If you ask a doctor, a Dr. Jerri Nielsen that is, she’ll tell you that ‘impossible is nothing’ isn’t just a handy cliché. Dr. Nielsen was stranded at a research station in Antarctica where she was diagnosed with breast cancer. Being the only doctor at a station cut off from the rest of the world by bad weather, she had no choice but to self-treat, and did so successfully. If you ask adman Anup Kumar, he’ll tell you that he only really began living after he faced death when he was diagnosed with lung cancer (last stage) and was given just four months to live. Anup did not believe the doctors. He willed himself into believing he would survive and survive he did. His survival story took the shape of a book - The Joy of Cancer, a book that is both armour and sabre, a sublime inspiration, in the battle against the disease. And if you ask this sinewy fella in bright tights on a cycle called Lance Armstrong, he won’t tell you his story. He’ll tell you instead about young Hugo Gomez, about a not so young Samantha Eisenstein and a rather old Perry Rothaus, and about hundreds of others like them, who have beaten cancer and lived to tell the tale. Now through the Lance Armstrong Foundation, they are sharing their experiences and helping others like them beat the dreaded C.

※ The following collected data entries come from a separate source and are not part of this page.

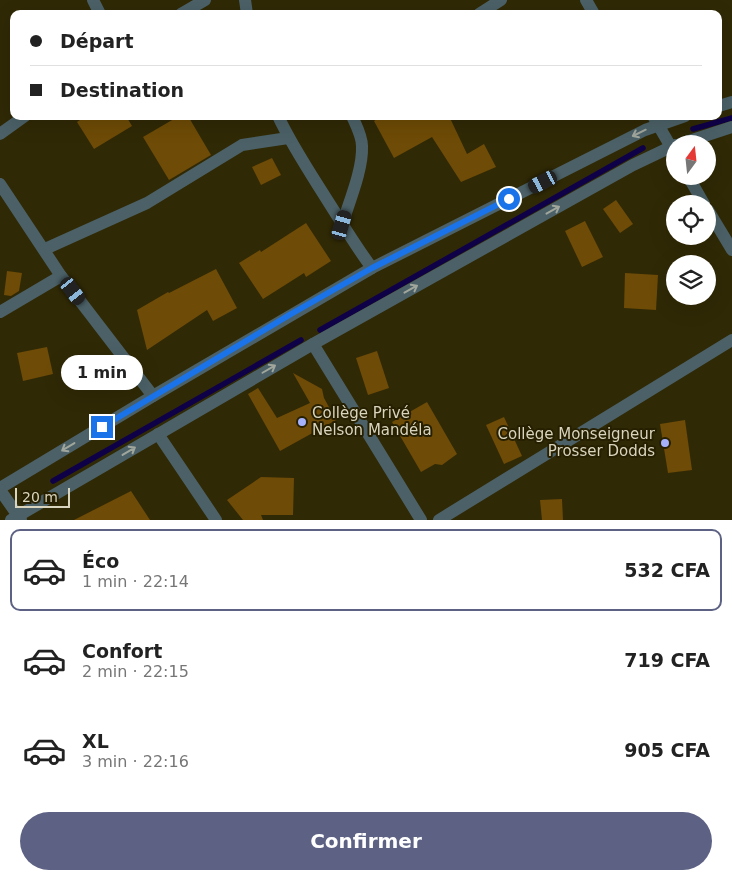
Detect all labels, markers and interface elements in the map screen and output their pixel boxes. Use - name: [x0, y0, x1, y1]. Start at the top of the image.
- text: Départ: [60, 30, 134, 52]
- text: Destination: [60, 79, 184, 101]
- one-way arrow: [632, 129, 647, 138]
- north arrow: [666, 135, 716, 185]
- map controls: [666, 135, 716, 305]
- car: [526, 169, 559, 195]
- route start: [498, 188, 520, 210]
- button: locate: [666, 195, 716, 245]
- one-way arrow: [545, 205, 560, 215]
- car: [330, 209, 353, 241]
- button: layers: [666, 255, 716, 305]
- car: [57, 275, 88, 307]
- one-way arrow: [403, 284, 417, 294]
- callout: 1 min: [61, 354, 143, 390]
- text: 1 min: [77, 363, 127, 382]
- one-way arrow: [262, 364, 276, 374]
- place label: Collège Privé Nelson Mandéla: [312, 404, 432, 439]
- route end: [91, 416, 113, 438]
- marker: Collège Privé Nelson Mandéla: [296, 416, 308, 428]
- place label: Collège Monseigneur Prosser Dodds: [498, 425, 656, 460]
- marker: Collège Monseigneur Prosser Dodds: [659, 437, 671, 449]
- one-way arrow: [61, 443, 75, 453]
- one-way arrow: [121, 445, 135, 455]
- scale bar: [15, 485, 70, 508]
- text: 20 m: [22, 489, 58, 505]
- icon: car: [22, 548, 67, 593]
- text: Éco: [82, 550, 119, 572]
- text: 532 CFA: [624, 559, 710, 581]
- text: 1 min · 22:14: [82, 572, 189, 591]
- icon: car: [22, 638, 67, 683]
- text: Confort: [82, 640, 162, 662]
- text: 719 CFA: [624, 649, 710, 671]
- text: 2 min · 22:15: [82, 662, 189, 681]
- icon: car: [22, 728, 67, 773]
- text: XL: [82, 730, 109, 752]
- text: 905 CFA: [624, 739, 710, 761]
- text: 3 min · 22:16: [82, 752, 189, 771]
- button: Confirmer: [20, 812, 712, 870]

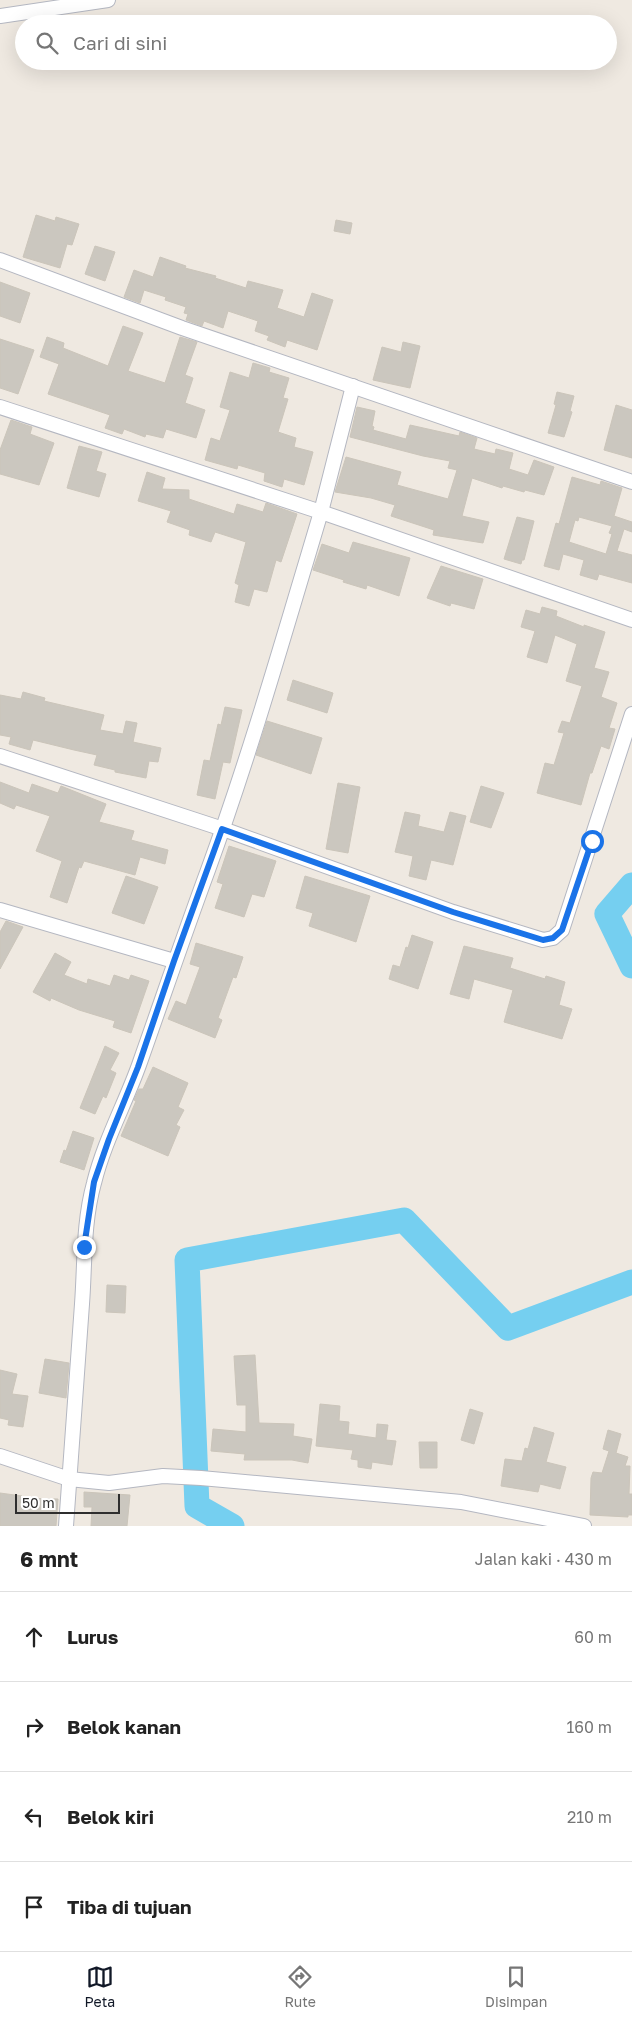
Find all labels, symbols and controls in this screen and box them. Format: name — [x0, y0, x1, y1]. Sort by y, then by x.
search box — [15, 15, 617, 70]
icon: search — [33, 29, 61, 57]
text: Cari di sini — [73, 31, 167, 54]
route start — [581, 830, 604, 853]
route end — [73, 1236, 96, 1259]
scale bar — [15, 1491, 120, 1514]
text: 50 m — [22, 1494, 55, 1511]
text: 6 mnt — [20, 1546, 78, 1572]
text: Jalan kaki · 430 m — [475, 1549, 612, 1569]
icon: ahead — [20, 1623, 48, 1651]
text: Lurus — [67, 1625, 118, 1648]
text: 60 m — [574, 1627, 612, 1647]
icon: right — [20, 1713, 48, 1741]
text: Belok kanan — [67, 1715, 181, 1738]
text: 160 m — [566, 1717, 612, 1737]
icon: left — [20, 1803, 48, 1831]
text: Belok kiri — [67, 1805, 154, 1828]
text: 210 m — [567, 1807, 612, 1827]
icon: arrive — [20, 1893, 48, 1921]
text: Tiba di tujuan — [67, 1895, 192, 1918]
tab: Peta — [85, 1963, 115, 2010]
tab: Rute — [284, 1963, 316, 2010]
tab: Disimpan — [485, 1963, 547, 2010]

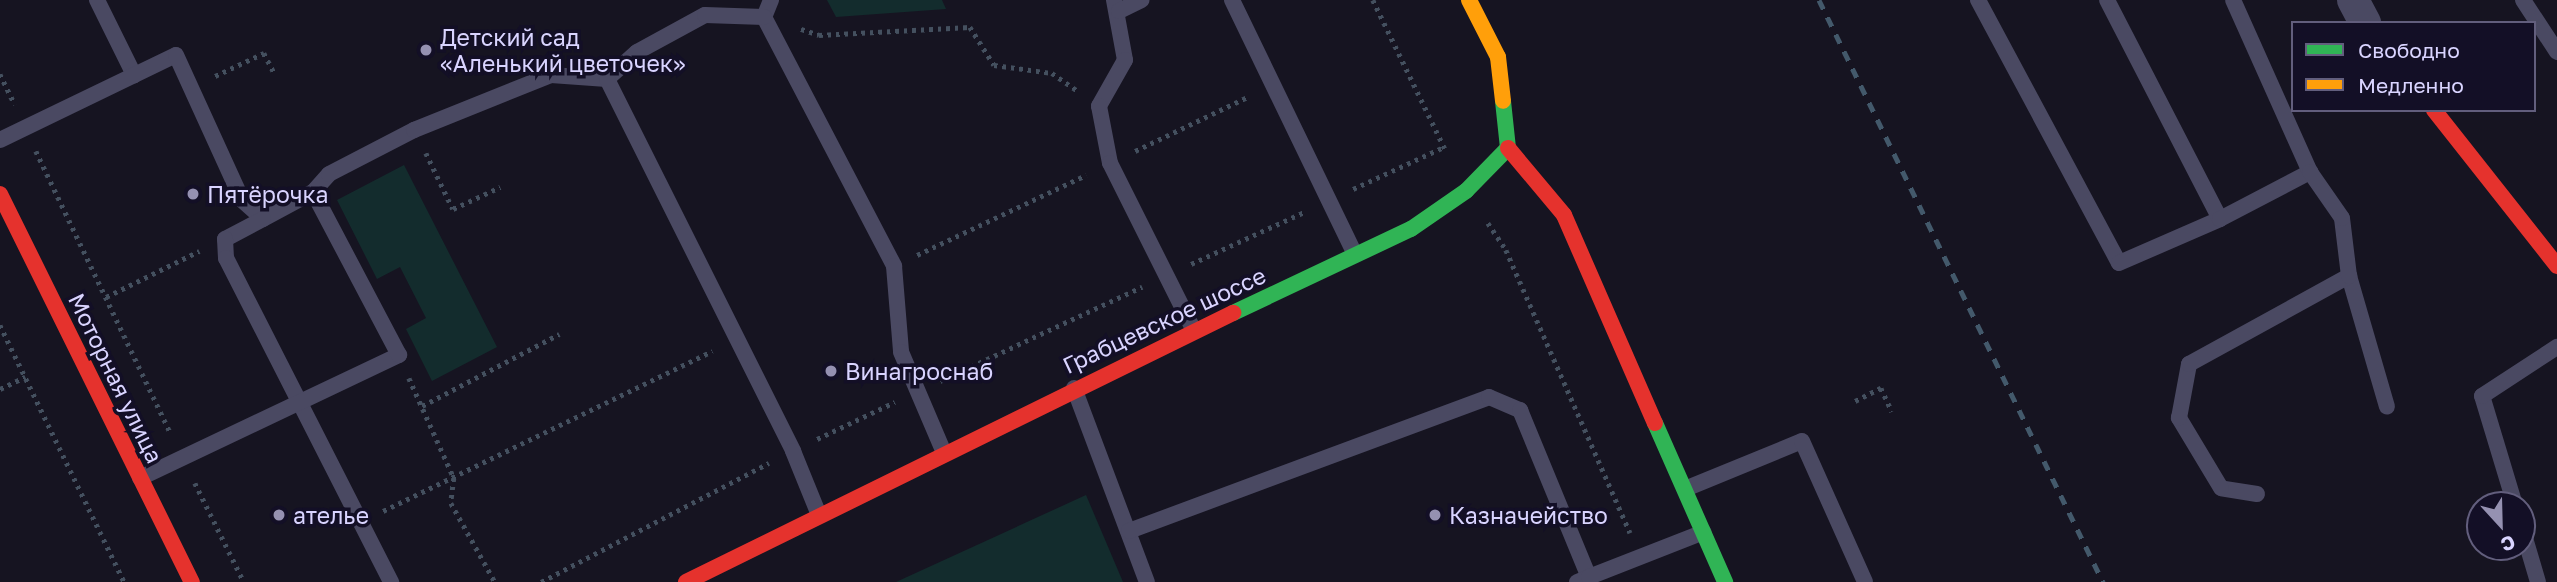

Moral of the story: You and I are at least as likely to get the disease as we are not likely to. And if we do get it, our survival depends on one thing, and one thing alone – our stomach for a fight. So let’s prepare for battle today, for tomorrow we’ll have to fight, either for ourselves, or for someone we care about.

Myths about Cancer

Cancer, like any other terrifying and usually inexplicable phenomenon, spawns myths. They are a way to cope with the terrifying indifference and often a downright contempt, the disease shows for human life. Myths however, have a life of their own and often end up doing more harm than good, i.e., the myth that cancer is contagious often results in the unfortunate patient being left to fend for oneself without the support of family or friends, at exactly the moment when one needs them the most. There are others too, and they range from denial (oh it only happens to older people) to pushing the blame (it’s the result of all the man-made chemicals that we inadvertently consume) to being rather illogical (small breasted women don’t get breast cancer!). The list goes on, but the important thing to realise is that, nobody, as of now, is absolutely sure what causes cells to go cancerous. Bottom line: If you avoid tobacco (and other known carcinogens) and still get the dreadful news someday, the main thing to remember is that instead of thinking about the ‘why’, you’re better off thinking ‘how’ and ‘then what’.